HAMBURG – for me, in the past, in the present
This is a short snippet, filmed and main station in April, 2024
#1 Introduction
Und wenn Du weg willst, mußt Du gehn,
ich hab schon viele abhau’n sehn
aus diesem halben Land
Ich halt mich fest hier, bis mich kalt
dieser verhasste Vogel krallt
und zerrt mich über’n Rand…”
(Wolf Biermann, “Ballade vom Preussischen Ikarus”)

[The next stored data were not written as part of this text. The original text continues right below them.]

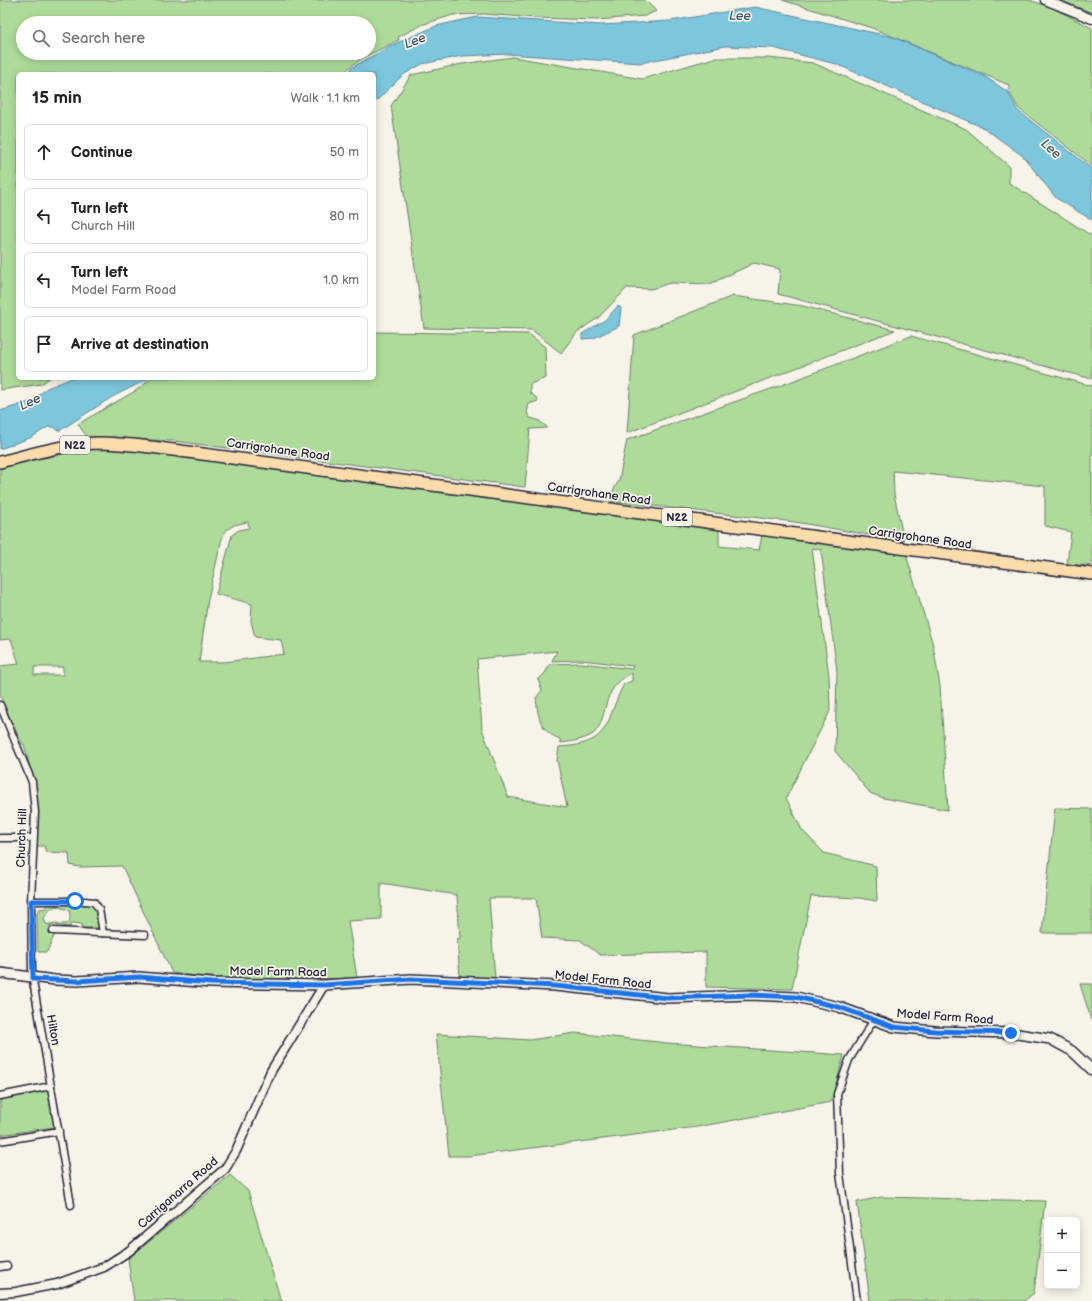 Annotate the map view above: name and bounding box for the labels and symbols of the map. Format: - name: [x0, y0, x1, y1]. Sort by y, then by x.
- water label: Lee: [729, 8, 752, 24]
- water label: Lee: [402, 29, 429, 53]
- water label: Lee: [1037, 136, 1065, 163]
- water label: Lee: [17, 390, 44, 414]
- street label: Carrigrohane Road: [225, 435, 331, 465]
- road number: N22: [60, 436, 90, 454]
- street label: Carrigrohane Road: [546, 479, 652, 509]
- road number: N22: [662, 508, 692, 526]
- street label: Carrigrohane Road: [867, 523, 973, 553]
- street label: Church Hill: [13, 808, 31, 868]
- route start: [66, 892, 84, 910]
- street label: Model Farm Road: [229, 964, 327, 980]
- street label: Model Farm Road: [554, 967, 652, 993]
- street label: Model Farm Road: [896, 1006, 994, 1028]
- street label: Hilton: [43, 1013, 63, 1047]
- route end: [1002, 1024, 1020, 1042]
- street label: Carriganarra Road: [135, 1154, 221, 1232]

„And if you want to leave, you have to go,
I have seen many people leave
From half this country
I’ll hold on here until I’m cold
this hated bird claws
and pulls me over the edge…“
My relation to Germany is splitted. I would never say, that I am proud to be German. I feel my life in a difficult way connected with the history and politics of my country. In my childhood, there was a permanent competition, which Germany is better. Thousands of people living in East-Germany were thinking: I could go to the West, if I fail here. They watched every night in the West-German TV, why it seems to be better there. To be honest: When I came to West-Germany with my parents and three siblings, I realized quickly: It is not better, but different. So I began to live in a critical distance — more and more. My parent’s house, the experience to be a part of a minority in East Germany, learned me to think independent. And my work as a journalist strengthen this: There is no soup without a hair swimming in.

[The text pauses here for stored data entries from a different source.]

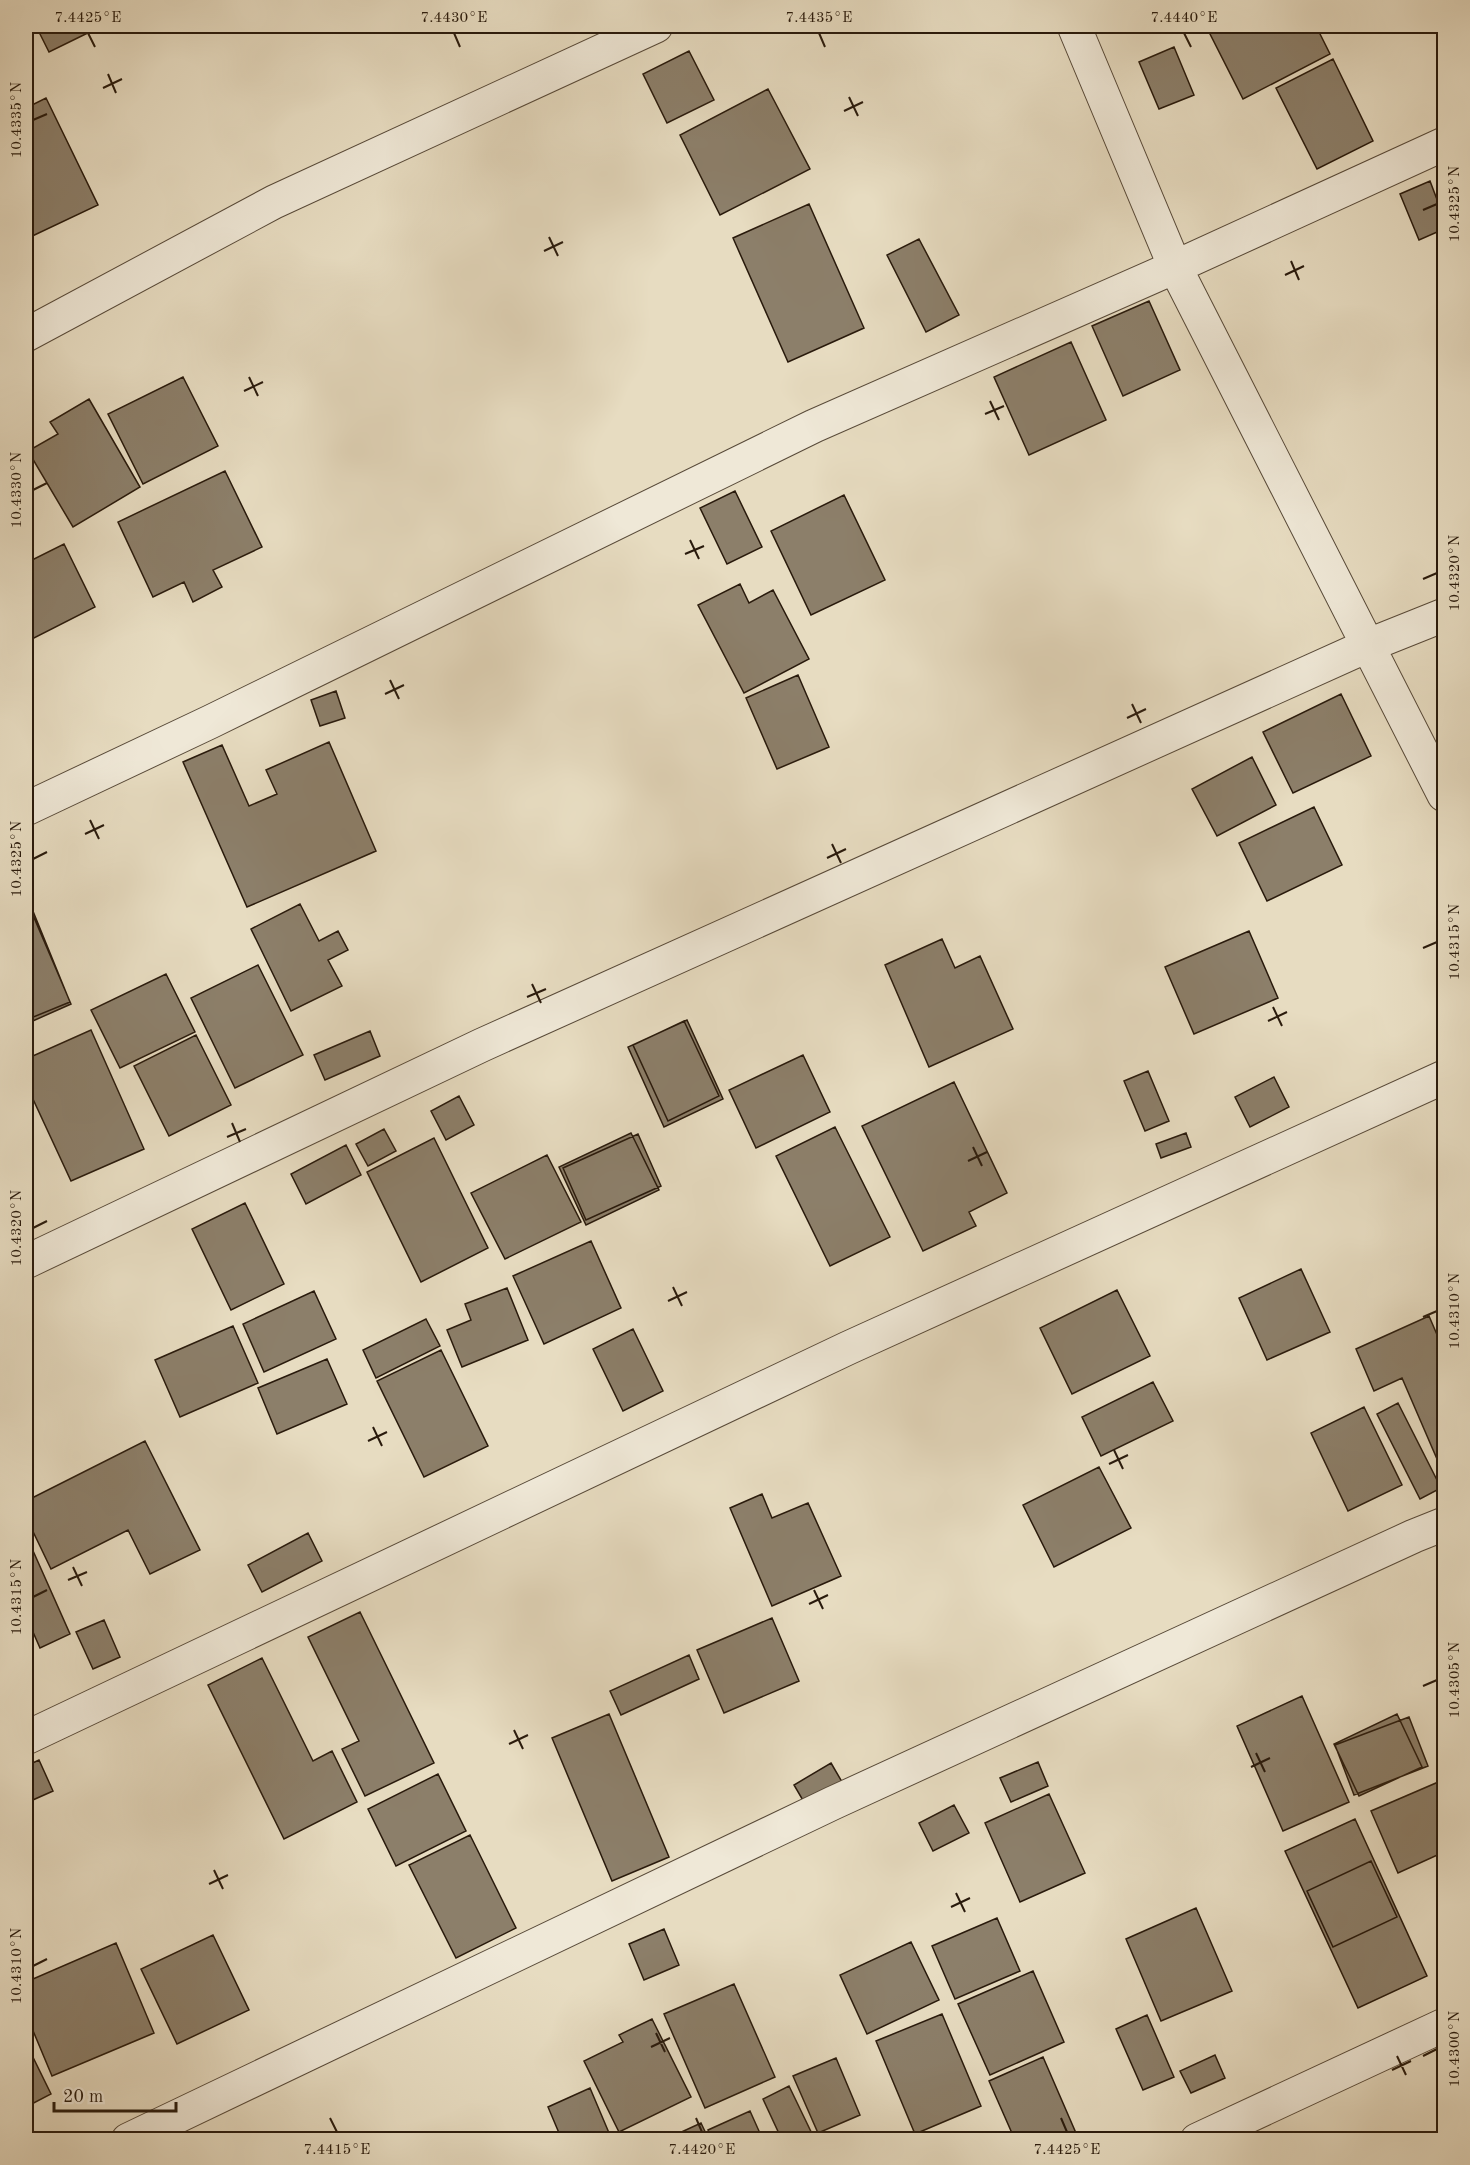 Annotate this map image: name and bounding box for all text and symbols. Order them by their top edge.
text: 7.4425°E [55,11,121,26]
text: 7.4430°E [421,11,487,26]
text: 7.4435°E [786,11,852,26]
text: 7.4440°E [1151,11,1217,26]
text: 10.4335°N [10,81,25,158]
text: 10.4325°N [1448,165,1463,242]
text: 10.4330°N [10,451,25,528]
text: 10.4320°N [1448,534,1463,611]
text: 10.4325°N [10,820,25,897]
text: 10.4315°N [1448,903,1463,980]
text: 10.4320°N [10,1189,25,1266]
text: 10.4310°N [1448,1272,1463,1349]
text: 10.4315°N [10,1558,25,1635]
text: 10.4305°N [1448,1641,1463,1718]
text: 10.4310°N [10,1927,25,2004]
text: 10.4300°N [1448,2010,1463,2087]
scale bar [54,2075,176,2113]
text: 20 m [63,2088,103,2106]
text: 7.4415°E [304,2143,370,2158]
text: 7.4420°E [669,2143,735,2158]
text: 7.4425°E [1034,2143,1100,2158]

My relationship with Hamburg is similar. This city is colorful, full of stories and history. Hamburg is for me the personally city of two serious illnesses, personal defeats and loneliness. I almost died here. It is the city of friends, of trustworthy people, of music and of writing, taking photographs and being creative. Hamburg is the city of successful journalistic work, with a fee that leaves me stuck below the poverty line. I told so many stories, tried to help a lot of people and solve problems. And I did.

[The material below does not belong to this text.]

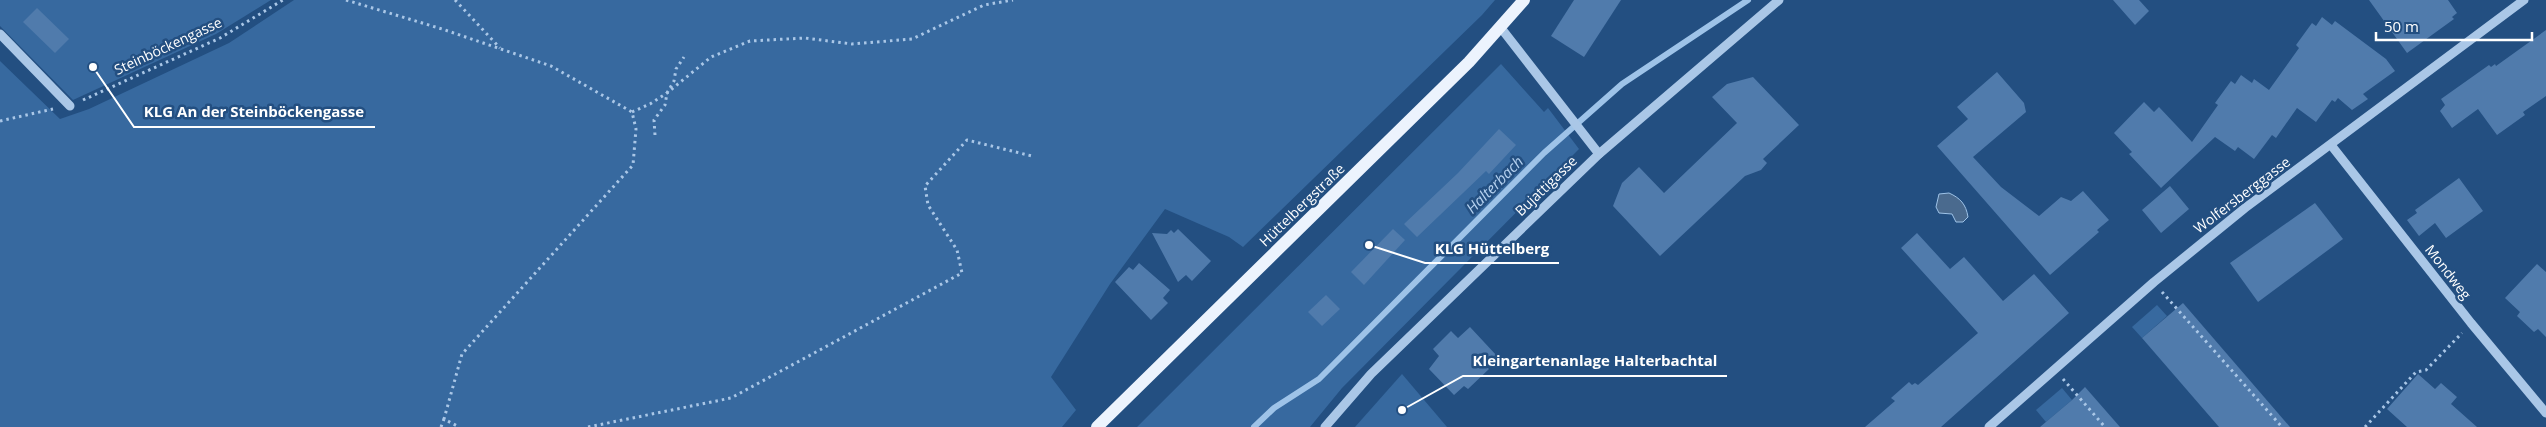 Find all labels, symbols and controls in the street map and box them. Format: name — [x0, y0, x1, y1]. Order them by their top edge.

„If You want to go, You have to go“. Or: „There must be a better world somewhere“ – I really don’t know, if it.
#2 – second introduction
Despite: Hamburg, this light. This bigness. The endless settlements, so often containing houses of the 19th century (since a long time ago, I have loved). The harbor, the water, the bridges (no town in Europe has more bridges). The humans, with dry humor, friendly, direct. We make jokes, only short remarks, on the streets to other people. I couldn’t travel here when I was living in East-Germany. Later on, I visited Hamburg several times, once with a friend, and again with my family; I made the first longer trip with a car, I got, to Hamburg. When I was older, I had a girlfriend here. It failed. Despite that poor circumstance, I moved here anyways (it was also a type of accepting and resolve for me).
I explored the ties of history: They all knew each other. I found lines I never expected. And I found humans who were similar to me. Hamburg history is an endless story and is a part of me. Let me tell you some chapters.
#3 religion, politics, social life
The ancient Hamburg somehow had a long time connection with the Christian following. Pope George founded the Archbishopric of Hamburg in 832, and sent Ansgar as the Bishop. Four (later five) main churches, called “Hauptkirchen“ were also the center of politics and society. Hamburg today is a multi-religious city.
Hamburg sees itself as a free city. It is one of the „Hanseatic towns“ (like Bremen, Lübeck and others). Free trade (mainly through the port) plays a major role. Free city means, Hamburg has never really been longer under the baton of a king or an emperor. Therefore Hamburg is an independent federal state.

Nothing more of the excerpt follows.